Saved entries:
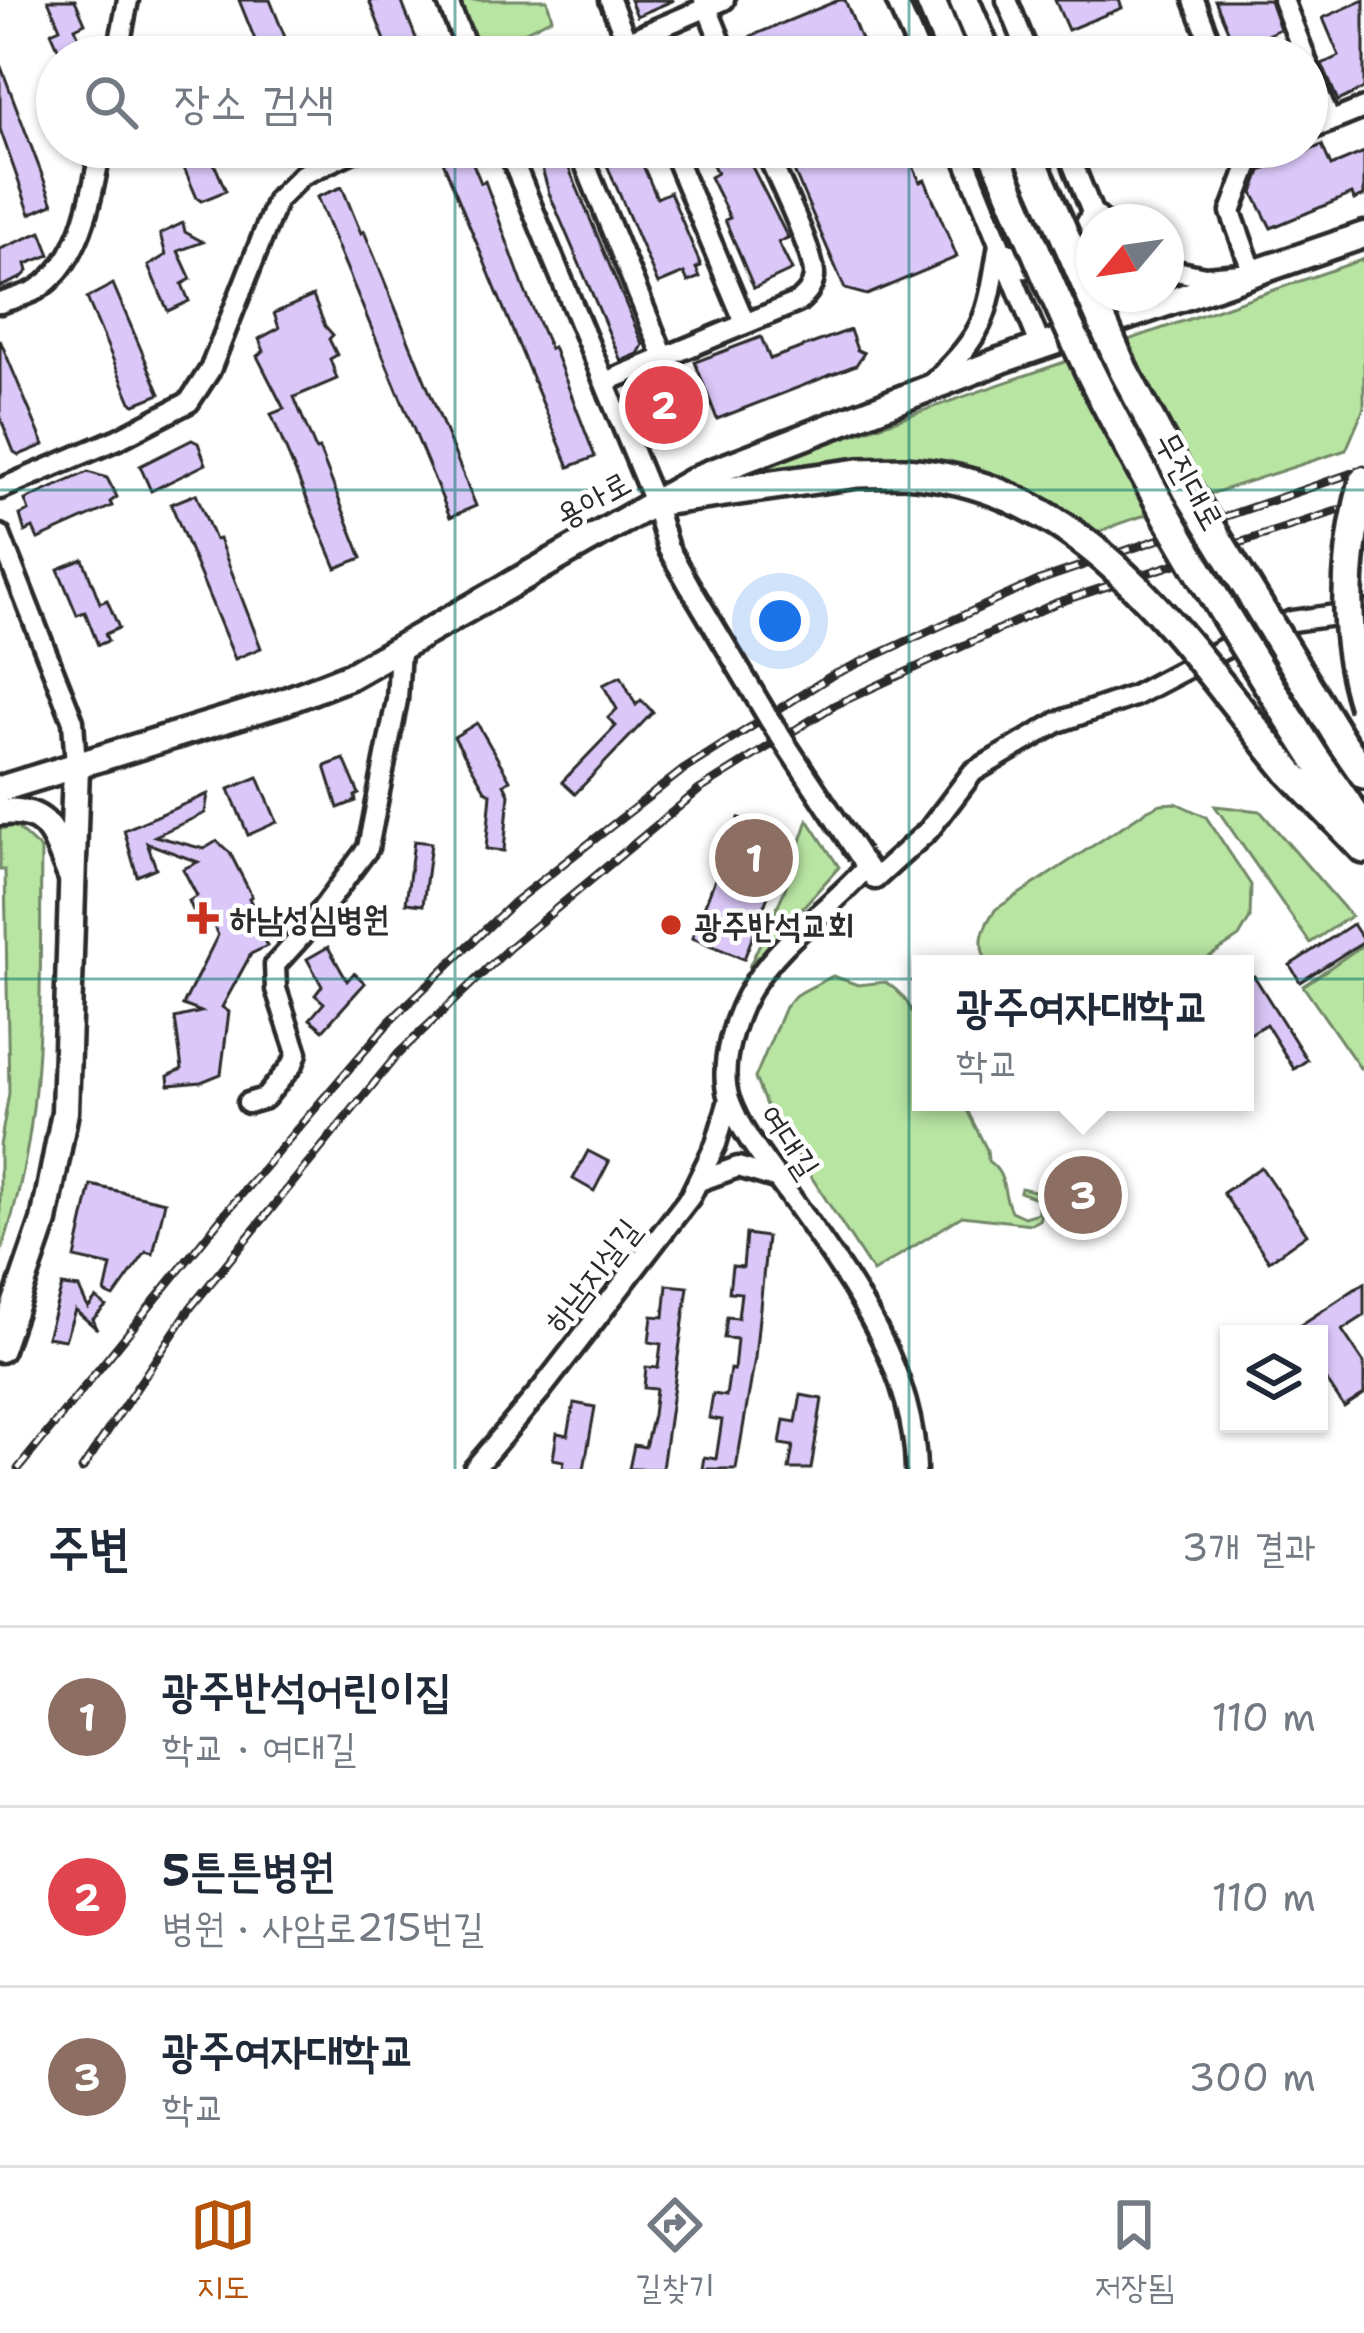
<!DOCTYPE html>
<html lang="ko">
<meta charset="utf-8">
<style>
body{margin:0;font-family:"Shantell Sans","Poor Story",sans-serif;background:#f6f6f7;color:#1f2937}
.controls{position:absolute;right:36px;bottom:36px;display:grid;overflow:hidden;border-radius:0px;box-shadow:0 3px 9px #0004}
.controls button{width:108px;height:108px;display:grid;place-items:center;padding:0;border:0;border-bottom:3px solid #e0e1e3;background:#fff;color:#1f2937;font:60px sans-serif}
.compass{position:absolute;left:1076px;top:204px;width:108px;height:108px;border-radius:50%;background:#fff;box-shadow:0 3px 9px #0004;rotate:241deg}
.you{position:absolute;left:780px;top:621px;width:42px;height:42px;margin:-30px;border:9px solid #fff;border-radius:50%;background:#1a73e8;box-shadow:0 0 0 18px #1a73e833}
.badge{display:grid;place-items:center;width:78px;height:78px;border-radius:50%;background:#b45309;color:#fff;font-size:39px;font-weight:700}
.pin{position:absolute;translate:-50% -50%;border:6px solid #fff;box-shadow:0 3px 12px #0006}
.popup{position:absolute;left:912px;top:955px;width:342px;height:156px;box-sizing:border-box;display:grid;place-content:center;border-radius:0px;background:#fff;filter:drop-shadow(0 3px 9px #0005);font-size:39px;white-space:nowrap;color:#747a83}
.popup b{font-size:45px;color:#1f2937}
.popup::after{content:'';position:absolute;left:50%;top:100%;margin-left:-24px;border:24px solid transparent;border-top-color:#fff}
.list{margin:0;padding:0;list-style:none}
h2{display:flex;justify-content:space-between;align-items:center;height:156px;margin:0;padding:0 48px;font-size:51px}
h2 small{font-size:39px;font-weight:400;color:#747a83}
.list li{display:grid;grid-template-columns:78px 1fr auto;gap:36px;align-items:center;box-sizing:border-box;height:180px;padding:0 48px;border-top:3px solid #e0e1e3}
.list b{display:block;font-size:45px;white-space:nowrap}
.list p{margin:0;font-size:39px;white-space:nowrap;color:#747a83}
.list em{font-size:39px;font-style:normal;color:#747a83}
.icon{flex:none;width:66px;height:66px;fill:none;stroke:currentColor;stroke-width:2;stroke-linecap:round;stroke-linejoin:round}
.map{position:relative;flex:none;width:1364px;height:1469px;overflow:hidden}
.search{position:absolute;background:#fff;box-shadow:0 3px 9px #0004;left:36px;right:36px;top:36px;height:132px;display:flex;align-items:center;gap:30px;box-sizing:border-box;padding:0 42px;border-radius:66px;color:#747a83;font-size:45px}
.sheet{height:696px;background:#fff}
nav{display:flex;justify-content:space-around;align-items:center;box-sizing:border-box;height:168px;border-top:3px solid #e0e1e3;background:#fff;font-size:33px;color:#747a83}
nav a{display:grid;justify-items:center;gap:6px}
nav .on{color:#b45309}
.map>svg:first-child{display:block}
.green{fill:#b9e5a3;stroke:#728867;stroke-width:3}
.building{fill:#dbc8f9;stroke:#2b2b2b;stroke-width:3}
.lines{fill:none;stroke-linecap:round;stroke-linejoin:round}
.minor-casing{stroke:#2b2b2b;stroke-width:27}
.major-casing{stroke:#2b2b2b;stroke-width:33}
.highway-casing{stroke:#2b2b2b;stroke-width:36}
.minor{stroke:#fff;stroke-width:18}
.major{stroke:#fff;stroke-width:24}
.highway{stroke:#fff;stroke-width:27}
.rail-casing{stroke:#2b2b2b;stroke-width:9}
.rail{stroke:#fff;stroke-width:4.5;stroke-dasharray:14;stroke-linecap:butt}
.minor-bridge-casing{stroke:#2b2b2b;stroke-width:27;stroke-linecap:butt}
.highway-bridge-casing{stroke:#2b2b2b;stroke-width:36;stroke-linecap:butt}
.minor-bridge{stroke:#fff;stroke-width:18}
.highway-bridge{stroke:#fff;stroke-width:27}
.grid{fill:none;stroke:#0f766e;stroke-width:3;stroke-opacity:0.55}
.poi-dot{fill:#c8321e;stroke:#fff;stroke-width:4.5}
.labels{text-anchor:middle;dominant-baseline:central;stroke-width:9;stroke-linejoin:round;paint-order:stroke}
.street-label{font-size:33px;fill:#2b2b2b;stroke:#fff}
.poi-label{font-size:33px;font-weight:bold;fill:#2b2b2b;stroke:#fff;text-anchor:start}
</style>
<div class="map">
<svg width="1364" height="1469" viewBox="0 0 1364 1469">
<rect width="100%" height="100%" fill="#fff"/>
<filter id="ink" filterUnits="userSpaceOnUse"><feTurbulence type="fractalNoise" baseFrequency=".00833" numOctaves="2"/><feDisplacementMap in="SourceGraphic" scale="24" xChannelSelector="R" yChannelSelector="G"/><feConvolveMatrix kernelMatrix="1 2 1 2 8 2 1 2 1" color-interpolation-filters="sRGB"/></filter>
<g filter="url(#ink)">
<g class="green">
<path d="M460,0H547L552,18L510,39L515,41L525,35L530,38L529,50L521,52V57H484Z"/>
<path d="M1364,259V408L1346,450L1121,523L1083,539L877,461H834L766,473L762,466Z"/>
<path d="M1176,803L1206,817L1251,885L1250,918L1239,937L1198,964H988C976,944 983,926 996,909L1146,811L1161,804Z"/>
<path d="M1215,806L1260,811L1351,916L1310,943Z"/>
<path d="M808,820L839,867L749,967L784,892Z"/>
<path d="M15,826L41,850C39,991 48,1118 0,1255V1146L9,1093L5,870H0V829Z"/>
<path d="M1364,944V1065L1360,1068L1303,986Z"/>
<path d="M833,976L858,985L885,982C928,1007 921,1059 921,1102H963L987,1150L988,1161C1008,1175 1001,1192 1011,1211L1024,1217L1038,1213V1199L1020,1192L1021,1188L1035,1191L1045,1202L1039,1220L1031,1224L962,1216L873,1272L768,1110L755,1078L785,1007L796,995Z"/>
</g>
<g class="building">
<path d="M48,0H75L85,23L75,28L88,57H62L51,32L60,28Z"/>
<path d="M239,0H270L293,57H262Z"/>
<path d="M369,0H401L417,41L393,51L388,48Z"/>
<path d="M630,0H674L637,16Z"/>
<path d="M839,0H845L868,57H760L751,36Z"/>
<path d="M1055,0H1119L1122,8L1068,30Z"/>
<path d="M1215,0H1270L1280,29L1236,49Z"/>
<path d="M1364,0V88L1338,101L1322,64L1339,56L1323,18Z"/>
<path d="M1189,40L1196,57H1148V56Z"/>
<path d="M0,64L53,204L30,214L0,129Z"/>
<path d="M1322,145L1331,166L1364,152V196L1354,200L1352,194L1271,228L1253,193L1261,171Z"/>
<path d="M175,147H207L226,191L201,201L197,198Z"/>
<path d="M437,147H466L481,183L485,181L525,291L550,349L553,347L595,457L569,467Z"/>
<path d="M536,147H560L643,345L638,354L621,361L549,193Z"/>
<path d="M608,147H635L657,198L670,192L701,266L696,268L700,277L688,282L684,273L658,284L607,165L615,162Z"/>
<path d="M704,147H742L788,238L778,242L792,270L754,288L725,220L730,218L710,177L717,173Z"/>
<path d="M808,147H899L904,160L909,157L920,182L925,180L957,257L867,295L845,289L787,155Z"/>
<path d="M342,187L361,233L364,231L476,506L450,517L317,197Z"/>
<path d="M183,223L185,232L203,242L178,251L191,279L182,284L189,301L168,311L148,266L166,255L160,234Z"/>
<path d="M41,232L50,255L26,264L28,271L21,278L0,287V249Z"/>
<path d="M113,284L160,394L135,404L131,402L87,298Z"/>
<path d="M313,296L325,326L333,335L329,339L337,355L330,359L337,379L294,397L316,450L319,449L362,558L336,568L271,414L284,409L257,356L264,351L259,339L279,328L274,313Z"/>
<path d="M850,330L857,350L864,353L856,365L717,419L695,362L761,337L770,359Z"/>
<path d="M0,340L44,445L19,455L14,452L0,417Z"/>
<path d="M657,378L679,431L659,439L652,435L632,389Z"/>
<path d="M192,440L198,443L206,464L151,491L140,466Z"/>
<path d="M88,472L107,478L117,497L110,502L112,506L38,539L33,528L25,532L20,515L29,511L25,500Z"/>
<path d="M196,494L215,540L219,539L261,648L235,659L171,504Z"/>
<path d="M83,559L100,603L107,600L119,628L105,634L108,641L98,645L85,612L77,615L58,569Z"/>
<path d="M621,676L636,705L641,700L653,712L575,794L562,782L616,726L608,718L617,709L603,685Z"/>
<path d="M477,723L510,780L504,784L509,794L504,851L486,849L491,794L485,790L454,737Z"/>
<path d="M344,759L359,794L355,796L356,801L338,808L325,766Z"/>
<path d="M258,777L277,822L248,835L229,789Z"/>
<path d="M208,794L205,813L155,836L204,849L217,841L230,853L252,896L249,898L261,924L268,930L261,934L267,946L251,954L222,1007L229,1012L221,1074L201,1082L169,1085L168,1076L182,1069L175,1018L201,1012L183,1005L218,935L207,912L196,917L189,901L197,896L183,869L198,862L147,843L156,868L137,876L124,830Z"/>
<path d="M739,818L786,836L780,852L784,854L744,959L692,938Z"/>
<path d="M414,841L431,843L423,905L406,903Z"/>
<path d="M1353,924L1364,941L1300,982L1290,965Z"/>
<path d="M328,947L347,981L354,973L365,983L323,1030L310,1019L324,1003L315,995L322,986L307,959Z"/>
<path d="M1254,976L1307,1060L1294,1069L1266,1024L1245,1037V981Z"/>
<path d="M588,1151L609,1162L594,1191L573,1179Z"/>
<path d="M1261,1167L1307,1234L1269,1261L1223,1193Z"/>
<path d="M91,1185L165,1202L153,1254L146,1252L114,1297L105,1293L111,1266L75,1258Z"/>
<path d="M746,1234L767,1237L755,1358L736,1469H702L704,1457L716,1459L722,1420L709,1418L713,1394L726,1396L730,1369L734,1370L737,1339L724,1338L727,1317L738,1318L741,1293L729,1292L732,1266L743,1267Z"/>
<path d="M1364,1283V1316L1342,1330L1364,1363V1394L1344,1407L1319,1369V1334H1287Z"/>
<path d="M667,1285L688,1287L662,1469H629L634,1445L645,1447L653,1415L656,1389L644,1388L646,1367L658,1368L661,1344L649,1342L652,1316L664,1317Z"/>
<path d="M62,1286L79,1288L88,1308L96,1298L106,1306L93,1319L97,1329L75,1310L65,1340L47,1337Z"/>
<path d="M801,1395L822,1399L811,1469H789L793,1446L780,1444L784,1420L796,1422Z"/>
<path d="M574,1403L595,1407L584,1469H563L564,1461L553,1459L557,1433L568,1435Z"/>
</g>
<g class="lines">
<defs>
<g id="minor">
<path d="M447,0L470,57"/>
<path d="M610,0L633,57"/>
<path d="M704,0L727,57"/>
<path d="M896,0L921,57"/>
<path d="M1007,0L1030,57"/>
<path d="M1194,0L1216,57"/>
<path d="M1283,0L1305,57"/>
<path d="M117,57L128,0"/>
<path d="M591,57L724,0"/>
<path d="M1307,63L1330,122"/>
<path d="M1307,131L1364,108"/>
<path d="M507,147L654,502L668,548L689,585"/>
<path d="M578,147L664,357"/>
<path d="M671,147L745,323"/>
<path d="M960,147L1041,347"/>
<path d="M1066,147L1096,222"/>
<path d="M1009,253L1019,268C1058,271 1077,246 1092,212L1103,222"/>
<path d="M1166,269L1205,277L1253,273L1231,212L1253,153L1268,147"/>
<path d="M0,303C11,299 25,296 36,290C82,262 92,195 101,147"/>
<path d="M605,382L798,302C806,295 812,289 814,277C816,255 775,172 764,147"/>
<path d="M934,382C988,329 987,316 999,244"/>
<path d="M0,489L118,439L189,402L210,370L277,200L302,175L362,147"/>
<path d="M0,535L73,721L76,766"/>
<path d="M863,861L875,879L929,830L973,772L1058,722L1134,696L1248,636L1292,621L1364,611"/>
<path d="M867,867C831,908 783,938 753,985C735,1014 718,1065 729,1099C741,1133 766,1163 787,1192C845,1274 914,1363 916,1469"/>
<path d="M248,1103L265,1098L293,1064L297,1053L276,989L275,965L306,931L368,848L397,700L400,650"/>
<path d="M699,1181L738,1167L778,1179"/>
<path d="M474,1469L541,1390L690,1197L716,1144L729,1100"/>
</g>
<g id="major">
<path d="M0,789L283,702L350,676L700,477L1002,360L1364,235"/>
<path d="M0,812C52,807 54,838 72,878"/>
<path d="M0,1349L44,1221L65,1112L76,766"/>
</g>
<g id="highway">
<path d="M930,0L954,57"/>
<path d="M964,0L988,57"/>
<path d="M654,502L858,473L904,472"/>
<path d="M1341,741L1364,774"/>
<path d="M1315,758L1364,828"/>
<path d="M1289,771L1364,849"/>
</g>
</defs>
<use href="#minor" class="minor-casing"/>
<use href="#major" class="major-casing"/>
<use href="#highway" class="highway-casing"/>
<use href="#minor" class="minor"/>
<use href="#major" class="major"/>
<use href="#highway" class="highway"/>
<defs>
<g id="rail">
<path d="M18,1469L227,1211L390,1021L514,902L683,770L831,676L1040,580L1364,469"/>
<path d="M82,1469L191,1307L398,1054L509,948L699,790L835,705L1056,603L1364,502"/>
</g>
</defs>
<use href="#rail" class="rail-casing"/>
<use href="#rail" class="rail"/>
<defs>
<path id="minor-bridge" d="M689,585L769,719L859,855"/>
<g id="highway-bridge">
<path d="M992,147C1027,229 1060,312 1100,392C1165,518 1238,639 1315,758"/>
<path d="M1026,147L1123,369L1188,491L1341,741"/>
<path d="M904,472C1090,485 1181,641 1289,771"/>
<path d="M1364,481C1345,555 1340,633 1364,707"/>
</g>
</defs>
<use href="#minor-bridge" class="minor-bridge-casing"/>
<use href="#highway-bridge" class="highway-bridge-casing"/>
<use href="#minor-bridge" class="minor-bridge"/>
<use href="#highway-bridge" class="highway-bridge"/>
</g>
</g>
<path class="grid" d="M455,0V57M909,0V57M455,147V1469M909,147V1469M0,490H1364M0,979H1364"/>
<g class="poi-dot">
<path d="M197 900h12v12h12v12h-12v12h-12v-12h-12v-12h12z"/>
<circle cx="671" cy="925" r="12"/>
</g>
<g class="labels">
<g class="street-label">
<text transform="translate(1190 481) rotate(61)">무진대로</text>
<text transform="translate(593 499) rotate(-29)">용아로</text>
<text transform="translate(790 1141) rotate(57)">여대길</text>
<text transform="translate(592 1275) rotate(-52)">하남지실길</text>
</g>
<g class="poi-label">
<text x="230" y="918">하남성심병원</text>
<text x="695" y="925">광주반석교회</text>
</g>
</g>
</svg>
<div class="controls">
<button><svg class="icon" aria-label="layers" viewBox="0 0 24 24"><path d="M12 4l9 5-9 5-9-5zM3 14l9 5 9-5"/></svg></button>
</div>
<svg class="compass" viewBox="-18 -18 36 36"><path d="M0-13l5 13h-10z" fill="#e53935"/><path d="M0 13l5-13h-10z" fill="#747a83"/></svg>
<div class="you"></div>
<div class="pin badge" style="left:754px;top:858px;background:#8d6e63">1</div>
<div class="pin badge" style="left:664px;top:405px;background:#e0444e">2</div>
<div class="pin badge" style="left:1083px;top:1195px;background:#8d6e63">3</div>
<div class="popup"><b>광주여자대학교</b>학교</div>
<div class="search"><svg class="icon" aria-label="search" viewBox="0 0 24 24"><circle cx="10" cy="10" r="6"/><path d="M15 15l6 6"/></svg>장소 검색</div>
</div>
<section class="sheet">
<h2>주변<small>3개 결과</small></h2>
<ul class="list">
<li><span class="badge" style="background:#8d6e63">1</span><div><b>광주반석어린이집</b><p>학교 · 여대길</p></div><em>110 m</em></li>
<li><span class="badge" style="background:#e0444e">2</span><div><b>5튼튼병원</b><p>병원 · 사암로215번길</p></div><em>110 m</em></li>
<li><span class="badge" style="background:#8d6e63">3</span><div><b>광주여자대학교</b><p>학교</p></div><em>300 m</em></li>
</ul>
</section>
<nav>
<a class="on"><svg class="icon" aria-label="map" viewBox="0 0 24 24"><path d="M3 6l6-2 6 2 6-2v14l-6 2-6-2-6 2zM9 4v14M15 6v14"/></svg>지도</a>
<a><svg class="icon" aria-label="directions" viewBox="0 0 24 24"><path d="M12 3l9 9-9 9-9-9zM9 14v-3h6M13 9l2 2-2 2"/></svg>길찾기</a>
<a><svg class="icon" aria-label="saved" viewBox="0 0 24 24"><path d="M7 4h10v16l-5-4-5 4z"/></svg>저장됨</a>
</nav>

Description of the task
Could you find each line in the entries that contains the string "white" and copy it?

Completed exercise
.popup{position:absolute;left:912px;top:955px;width:342px;height:156px;box-sizing:border-box;display:grid;place-content:center;border-radius:0px;background:#fff;filter:drop-shadow(0 3px 9px #0005);font-size:39px;white-space:nowrap;color:#747a83}
.list b{display:block;font-size:45px;white-space:nowrap}
.list p{margin:0;font-size:39px;white-space:nowrap;color:#747a83}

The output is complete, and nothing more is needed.